GOVERNMENT policies to encourage business investment in energy efficiency risk irrelevance and could fail to reach much of their potential market, new research has suggested.
The report by the Australian Industry Group found that businesses were coming under increasing strain because of rising energy costs and that this is set to continue because of carbon pricing and “enormous” investment in energy networks.
More businesses have higher energy spending, the report “Energy Shock: Pressure Mounts for Efficiency Action” found.
“Challenging conditions for many non-resource businesses are likely squeezing revenue and profit margins, further intensifying the significance of energy costs,” it said.
“This trend can be expected to continue in light of both carbon and other looming pressures on energy prices, including rising network cost.”
The survey found that without closer consultation with business, many of the policies “risk being seen as irrelevant” and that “if business does not see a policy as worthwhile, they will not participate and the policy cannot succeed at significant scale, no matter how well designed”.
Of the more than 300 businesses surveyed that would access government information about energy efficiency, 74 per cent were interested in government programs that provided partial funding for efficiency investments.

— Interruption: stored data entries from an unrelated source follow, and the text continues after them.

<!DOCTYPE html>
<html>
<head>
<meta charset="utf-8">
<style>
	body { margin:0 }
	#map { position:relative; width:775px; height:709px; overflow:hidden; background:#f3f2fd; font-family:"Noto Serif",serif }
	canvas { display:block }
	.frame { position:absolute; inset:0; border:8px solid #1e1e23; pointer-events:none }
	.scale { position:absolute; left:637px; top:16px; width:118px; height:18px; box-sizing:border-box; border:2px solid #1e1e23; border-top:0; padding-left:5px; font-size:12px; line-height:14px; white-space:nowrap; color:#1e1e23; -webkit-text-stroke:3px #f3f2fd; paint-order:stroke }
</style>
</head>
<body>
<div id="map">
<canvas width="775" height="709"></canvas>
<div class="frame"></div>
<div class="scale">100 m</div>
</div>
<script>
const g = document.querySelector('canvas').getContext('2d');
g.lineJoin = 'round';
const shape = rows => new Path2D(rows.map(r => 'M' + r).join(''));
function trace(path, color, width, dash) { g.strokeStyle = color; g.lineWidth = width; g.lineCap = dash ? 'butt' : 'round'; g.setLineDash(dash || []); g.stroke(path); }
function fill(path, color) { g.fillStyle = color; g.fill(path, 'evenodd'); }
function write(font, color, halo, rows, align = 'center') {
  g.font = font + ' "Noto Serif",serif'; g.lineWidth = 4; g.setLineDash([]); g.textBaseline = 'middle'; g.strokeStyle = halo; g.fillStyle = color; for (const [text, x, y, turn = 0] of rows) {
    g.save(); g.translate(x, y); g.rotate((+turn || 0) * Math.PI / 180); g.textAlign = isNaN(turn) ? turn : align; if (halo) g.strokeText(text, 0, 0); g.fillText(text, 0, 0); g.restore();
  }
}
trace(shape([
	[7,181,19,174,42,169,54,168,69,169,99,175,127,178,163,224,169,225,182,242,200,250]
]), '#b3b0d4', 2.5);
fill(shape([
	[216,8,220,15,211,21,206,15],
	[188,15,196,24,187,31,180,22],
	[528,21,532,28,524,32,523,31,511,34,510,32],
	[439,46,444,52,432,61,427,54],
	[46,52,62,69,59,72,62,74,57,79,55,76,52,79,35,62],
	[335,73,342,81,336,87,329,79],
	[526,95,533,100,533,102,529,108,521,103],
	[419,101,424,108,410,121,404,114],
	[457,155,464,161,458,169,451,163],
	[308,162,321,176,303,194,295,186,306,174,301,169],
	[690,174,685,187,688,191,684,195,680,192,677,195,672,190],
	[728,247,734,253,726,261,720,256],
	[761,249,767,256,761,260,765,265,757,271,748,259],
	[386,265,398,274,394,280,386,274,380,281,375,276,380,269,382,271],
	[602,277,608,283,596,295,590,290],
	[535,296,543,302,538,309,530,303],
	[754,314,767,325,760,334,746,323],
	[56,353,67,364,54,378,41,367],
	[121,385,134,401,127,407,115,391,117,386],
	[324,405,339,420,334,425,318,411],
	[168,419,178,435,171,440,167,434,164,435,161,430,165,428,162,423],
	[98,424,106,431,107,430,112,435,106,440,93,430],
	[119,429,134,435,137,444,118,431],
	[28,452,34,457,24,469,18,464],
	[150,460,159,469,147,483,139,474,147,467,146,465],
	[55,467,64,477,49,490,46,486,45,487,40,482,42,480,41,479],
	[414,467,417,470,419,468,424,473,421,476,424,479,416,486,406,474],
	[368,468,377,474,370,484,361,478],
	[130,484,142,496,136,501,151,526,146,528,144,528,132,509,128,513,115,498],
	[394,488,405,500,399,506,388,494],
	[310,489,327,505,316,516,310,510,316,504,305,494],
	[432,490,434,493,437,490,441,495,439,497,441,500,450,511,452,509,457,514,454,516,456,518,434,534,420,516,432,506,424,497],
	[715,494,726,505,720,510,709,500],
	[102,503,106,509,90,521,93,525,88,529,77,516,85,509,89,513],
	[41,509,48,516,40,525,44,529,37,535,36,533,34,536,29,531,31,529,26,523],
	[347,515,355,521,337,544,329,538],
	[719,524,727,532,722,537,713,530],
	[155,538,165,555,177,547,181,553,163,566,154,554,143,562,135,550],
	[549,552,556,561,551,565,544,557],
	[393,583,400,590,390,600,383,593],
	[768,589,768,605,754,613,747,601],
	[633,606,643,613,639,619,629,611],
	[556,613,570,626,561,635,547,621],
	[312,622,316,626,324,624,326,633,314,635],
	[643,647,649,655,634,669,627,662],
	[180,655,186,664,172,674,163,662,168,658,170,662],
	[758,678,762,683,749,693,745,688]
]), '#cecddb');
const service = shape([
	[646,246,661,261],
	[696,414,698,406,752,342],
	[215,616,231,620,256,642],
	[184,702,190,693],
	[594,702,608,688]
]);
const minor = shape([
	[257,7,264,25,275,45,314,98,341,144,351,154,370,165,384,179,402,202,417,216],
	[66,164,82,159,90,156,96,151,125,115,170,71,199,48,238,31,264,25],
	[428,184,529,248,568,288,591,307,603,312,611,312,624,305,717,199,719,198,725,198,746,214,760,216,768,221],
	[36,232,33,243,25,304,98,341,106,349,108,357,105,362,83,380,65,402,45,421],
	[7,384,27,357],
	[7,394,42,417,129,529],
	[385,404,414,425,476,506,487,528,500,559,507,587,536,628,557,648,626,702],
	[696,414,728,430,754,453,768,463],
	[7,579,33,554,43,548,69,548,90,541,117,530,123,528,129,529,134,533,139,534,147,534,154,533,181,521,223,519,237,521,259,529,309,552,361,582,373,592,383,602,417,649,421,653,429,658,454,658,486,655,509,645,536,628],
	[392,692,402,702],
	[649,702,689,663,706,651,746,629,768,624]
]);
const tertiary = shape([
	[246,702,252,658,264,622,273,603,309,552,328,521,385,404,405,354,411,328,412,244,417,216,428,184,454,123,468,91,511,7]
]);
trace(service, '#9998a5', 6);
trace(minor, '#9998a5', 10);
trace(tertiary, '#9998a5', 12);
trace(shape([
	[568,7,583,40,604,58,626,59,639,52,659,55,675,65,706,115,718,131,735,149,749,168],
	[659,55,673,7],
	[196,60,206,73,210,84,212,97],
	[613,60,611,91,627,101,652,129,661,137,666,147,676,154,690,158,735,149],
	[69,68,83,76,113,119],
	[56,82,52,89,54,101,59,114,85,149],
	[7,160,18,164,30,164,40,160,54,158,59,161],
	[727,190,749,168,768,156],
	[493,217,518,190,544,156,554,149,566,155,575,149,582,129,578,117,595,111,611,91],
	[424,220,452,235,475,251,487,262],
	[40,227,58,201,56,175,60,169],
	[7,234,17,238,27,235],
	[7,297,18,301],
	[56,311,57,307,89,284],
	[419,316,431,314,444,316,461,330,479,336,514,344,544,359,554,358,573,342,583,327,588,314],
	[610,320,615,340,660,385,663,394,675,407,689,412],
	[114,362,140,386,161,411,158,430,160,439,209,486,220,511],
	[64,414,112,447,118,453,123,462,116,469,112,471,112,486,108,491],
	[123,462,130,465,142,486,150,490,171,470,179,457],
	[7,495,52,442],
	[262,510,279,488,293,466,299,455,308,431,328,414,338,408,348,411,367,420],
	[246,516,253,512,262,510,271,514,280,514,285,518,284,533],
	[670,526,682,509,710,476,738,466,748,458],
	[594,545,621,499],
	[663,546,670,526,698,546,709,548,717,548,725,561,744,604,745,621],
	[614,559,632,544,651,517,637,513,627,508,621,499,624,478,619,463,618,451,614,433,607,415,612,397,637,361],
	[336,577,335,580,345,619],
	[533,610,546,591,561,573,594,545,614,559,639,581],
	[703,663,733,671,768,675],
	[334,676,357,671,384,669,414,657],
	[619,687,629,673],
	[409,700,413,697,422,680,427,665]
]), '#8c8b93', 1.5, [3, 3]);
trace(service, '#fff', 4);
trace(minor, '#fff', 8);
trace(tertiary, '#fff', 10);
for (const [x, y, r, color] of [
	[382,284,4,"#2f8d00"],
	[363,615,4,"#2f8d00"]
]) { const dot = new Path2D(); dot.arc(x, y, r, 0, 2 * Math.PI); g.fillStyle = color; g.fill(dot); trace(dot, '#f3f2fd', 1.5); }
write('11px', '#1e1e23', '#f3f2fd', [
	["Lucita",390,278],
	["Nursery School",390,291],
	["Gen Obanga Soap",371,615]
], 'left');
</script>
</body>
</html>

Those not interested mostly cited irrelevance.
Businesses in Western Australia were significantly less interested in such assistance.
This is significant as the government is rolling out a $1 billion Clean Technology Program aimed at manufacturers.
The findings could reignite the debate about industry assistance, with Productivity Commission chairman Gary Banks last month warning that another round of industry assistance would not spare jobs.
While Labor has promised assistance for the struggling manufacturing sector, the Coalition has been demanding more scrutiny of the way federal funding is spent.